Let $(X,R)$ be a reflexive L-fuzzy approximation space. Then it is easily seen that the $F_{\overline{R}}:P\left(X\right)\to L$ defined by $F_{\overline{R}}\left(A\right)={\bigwedge }_{x\notin A}\overline{R}{\left(A\right)}^{*}\left(x\right)$ is an Alexandrov L-fuzzifying co-topology on X (see [39]). Moreover, if $c{l}_R\left(A\right)\left(x\right)=\overline{R}\left(A\right)\left(x\right),$ then $(X,c{l}_R)$ is an Alexandrov L-fuzzifying Čech closure space. □

Proposition 3.

Let $(X,cl)$ be an Alexandrov L-fuzzifying Čech closure space, then for any $x\in X$, we define $R_{cl}(x,y)=cl\left(\left\{y\right\}\right)$. Hence, $(X,R_{cl})$ is an L-fuzzifying approximation space with a reflexive L-fuzzy relation $R_{cl}$.

Corollary 6. 

(1) If $\phi :(X,R_X)\to (Y,R_Y)$ is a mapping between L-fuzzifying approximation spaces, then $D_R\left(\phi \right)\le D_{c{l}_R}\left(\phi \right)$,

(2) If $\phi :(X,c{l}_X)\to (Y,c{l}_Y)$ is a mapping between L-fuzzifying Čech closure spaces, then $D_{c{l}_R}\left(\phi \right)\le D_{{\overline{R}}_{cl}}\left(\phi \right).$

The above corollary gives a concrete functors $\mathsf{\Theta }:\mathbf{L}-\mathbf{FYCCs}\to \mathbf{L}-\mathbf{FYAPP}$ between the category of L-fuzzifying Čech closure spaces and that L-fuzzifying approximation spaces and $\mathsf{\Phi }:\mathbf{L}-\mathbf{FYAPP}\to \mathbf{L}-\mathbf{FYCCs}$ between the category of L-fuzzifying approximation spaces and that L-fuzzifying Čech closure spaces.

Corollary 7. 

$(\mathsf{\Theta },\mathsf{\Phi })$ forms a Galois connection between the categoryL-FYAPPand the categoryL-FYCCs.

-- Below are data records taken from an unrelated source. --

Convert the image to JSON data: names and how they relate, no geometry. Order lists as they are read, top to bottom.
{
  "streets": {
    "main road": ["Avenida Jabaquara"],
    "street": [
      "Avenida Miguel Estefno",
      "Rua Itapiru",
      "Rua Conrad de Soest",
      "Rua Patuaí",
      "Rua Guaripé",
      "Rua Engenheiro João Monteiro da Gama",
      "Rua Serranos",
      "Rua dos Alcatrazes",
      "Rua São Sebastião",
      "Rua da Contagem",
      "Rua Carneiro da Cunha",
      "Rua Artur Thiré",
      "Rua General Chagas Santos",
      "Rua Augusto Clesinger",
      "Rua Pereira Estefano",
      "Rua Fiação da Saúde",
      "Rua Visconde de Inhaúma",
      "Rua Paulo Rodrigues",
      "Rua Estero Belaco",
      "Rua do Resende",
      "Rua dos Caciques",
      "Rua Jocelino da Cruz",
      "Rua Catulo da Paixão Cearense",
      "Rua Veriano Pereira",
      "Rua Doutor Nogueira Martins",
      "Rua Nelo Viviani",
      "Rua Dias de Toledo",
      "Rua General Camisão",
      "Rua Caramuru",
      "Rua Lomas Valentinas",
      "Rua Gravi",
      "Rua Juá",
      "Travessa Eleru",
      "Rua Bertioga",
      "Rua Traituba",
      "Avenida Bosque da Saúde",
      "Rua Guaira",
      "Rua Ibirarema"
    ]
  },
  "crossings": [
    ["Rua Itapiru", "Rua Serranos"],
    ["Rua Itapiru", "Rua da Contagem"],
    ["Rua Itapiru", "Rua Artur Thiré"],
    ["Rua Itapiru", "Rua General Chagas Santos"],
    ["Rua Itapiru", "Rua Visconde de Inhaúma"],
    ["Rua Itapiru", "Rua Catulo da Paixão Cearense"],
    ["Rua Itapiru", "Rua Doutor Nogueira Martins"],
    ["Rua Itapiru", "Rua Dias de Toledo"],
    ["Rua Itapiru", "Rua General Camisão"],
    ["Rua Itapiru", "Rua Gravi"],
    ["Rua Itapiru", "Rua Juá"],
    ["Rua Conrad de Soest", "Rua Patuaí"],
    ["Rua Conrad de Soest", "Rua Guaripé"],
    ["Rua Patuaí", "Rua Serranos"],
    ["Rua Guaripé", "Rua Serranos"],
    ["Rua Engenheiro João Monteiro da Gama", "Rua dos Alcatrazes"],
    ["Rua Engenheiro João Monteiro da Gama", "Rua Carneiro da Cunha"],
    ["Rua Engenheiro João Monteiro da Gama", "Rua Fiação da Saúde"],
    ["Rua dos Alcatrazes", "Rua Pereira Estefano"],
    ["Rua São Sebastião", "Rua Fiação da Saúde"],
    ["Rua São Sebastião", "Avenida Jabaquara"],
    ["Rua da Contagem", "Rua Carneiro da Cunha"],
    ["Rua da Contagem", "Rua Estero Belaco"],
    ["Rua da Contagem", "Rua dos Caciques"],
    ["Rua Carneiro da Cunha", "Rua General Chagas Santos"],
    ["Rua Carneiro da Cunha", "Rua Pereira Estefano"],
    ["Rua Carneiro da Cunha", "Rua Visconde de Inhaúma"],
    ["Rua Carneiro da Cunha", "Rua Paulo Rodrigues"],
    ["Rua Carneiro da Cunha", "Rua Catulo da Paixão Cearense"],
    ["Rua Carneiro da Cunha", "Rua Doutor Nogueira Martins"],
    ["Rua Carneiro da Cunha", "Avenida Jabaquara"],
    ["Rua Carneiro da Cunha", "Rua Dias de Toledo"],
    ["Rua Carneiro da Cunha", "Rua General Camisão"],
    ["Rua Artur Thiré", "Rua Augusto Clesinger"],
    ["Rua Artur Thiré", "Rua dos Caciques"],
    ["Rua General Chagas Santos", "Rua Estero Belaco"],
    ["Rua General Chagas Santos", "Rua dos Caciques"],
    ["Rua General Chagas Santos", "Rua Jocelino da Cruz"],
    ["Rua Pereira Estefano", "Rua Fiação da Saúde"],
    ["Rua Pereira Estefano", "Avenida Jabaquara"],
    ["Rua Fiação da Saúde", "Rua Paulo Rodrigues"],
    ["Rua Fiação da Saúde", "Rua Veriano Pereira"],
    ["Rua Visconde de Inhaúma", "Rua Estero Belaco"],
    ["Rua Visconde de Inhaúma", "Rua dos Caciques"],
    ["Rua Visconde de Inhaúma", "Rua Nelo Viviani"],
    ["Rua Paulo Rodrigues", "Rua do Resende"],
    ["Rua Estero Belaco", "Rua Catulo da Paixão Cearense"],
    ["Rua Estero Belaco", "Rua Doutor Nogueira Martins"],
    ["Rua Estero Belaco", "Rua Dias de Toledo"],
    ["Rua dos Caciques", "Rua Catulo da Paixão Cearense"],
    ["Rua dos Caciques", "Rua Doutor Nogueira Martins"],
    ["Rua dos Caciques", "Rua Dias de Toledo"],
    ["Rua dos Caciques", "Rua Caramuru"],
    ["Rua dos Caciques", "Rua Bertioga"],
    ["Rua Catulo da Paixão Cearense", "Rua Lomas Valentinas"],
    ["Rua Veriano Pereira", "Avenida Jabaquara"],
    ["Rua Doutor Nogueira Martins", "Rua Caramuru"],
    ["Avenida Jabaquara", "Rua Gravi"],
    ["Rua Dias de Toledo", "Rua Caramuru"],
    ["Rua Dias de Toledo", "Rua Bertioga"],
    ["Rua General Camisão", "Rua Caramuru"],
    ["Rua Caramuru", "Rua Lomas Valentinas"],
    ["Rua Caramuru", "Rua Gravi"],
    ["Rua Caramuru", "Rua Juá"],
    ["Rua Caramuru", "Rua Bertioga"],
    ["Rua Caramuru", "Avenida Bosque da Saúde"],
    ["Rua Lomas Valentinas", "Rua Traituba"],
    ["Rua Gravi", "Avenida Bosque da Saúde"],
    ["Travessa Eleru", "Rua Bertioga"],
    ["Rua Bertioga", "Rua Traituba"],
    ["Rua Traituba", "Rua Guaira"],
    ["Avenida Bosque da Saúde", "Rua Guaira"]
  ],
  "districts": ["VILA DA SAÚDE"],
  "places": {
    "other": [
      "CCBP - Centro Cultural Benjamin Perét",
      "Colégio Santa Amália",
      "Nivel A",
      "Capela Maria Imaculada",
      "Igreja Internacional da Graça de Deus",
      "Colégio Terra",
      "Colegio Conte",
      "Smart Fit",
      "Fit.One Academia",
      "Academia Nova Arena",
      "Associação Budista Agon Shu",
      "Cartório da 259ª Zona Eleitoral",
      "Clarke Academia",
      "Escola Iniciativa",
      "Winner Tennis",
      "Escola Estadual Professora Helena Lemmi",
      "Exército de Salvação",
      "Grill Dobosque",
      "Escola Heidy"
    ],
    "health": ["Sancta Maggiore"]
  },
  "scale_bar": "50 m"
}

Moreover, Θ is a left inverse of Φ.

5. Conclusions

In this paper, we established relationships between L-fuzzy (fuzzifying) Čech closure spaces, L-fuzzy (fuzzifying) co-topological spaces, and L-fuzzy (fuzzifying) approximation spaces based on reflexive L-fuzzy relations. In addition, we used the concept of degrees of $LF$-continuity to study the relationships between the categories of all given spaces. In particular, we obtained some interesting adjunctions between the considered categories.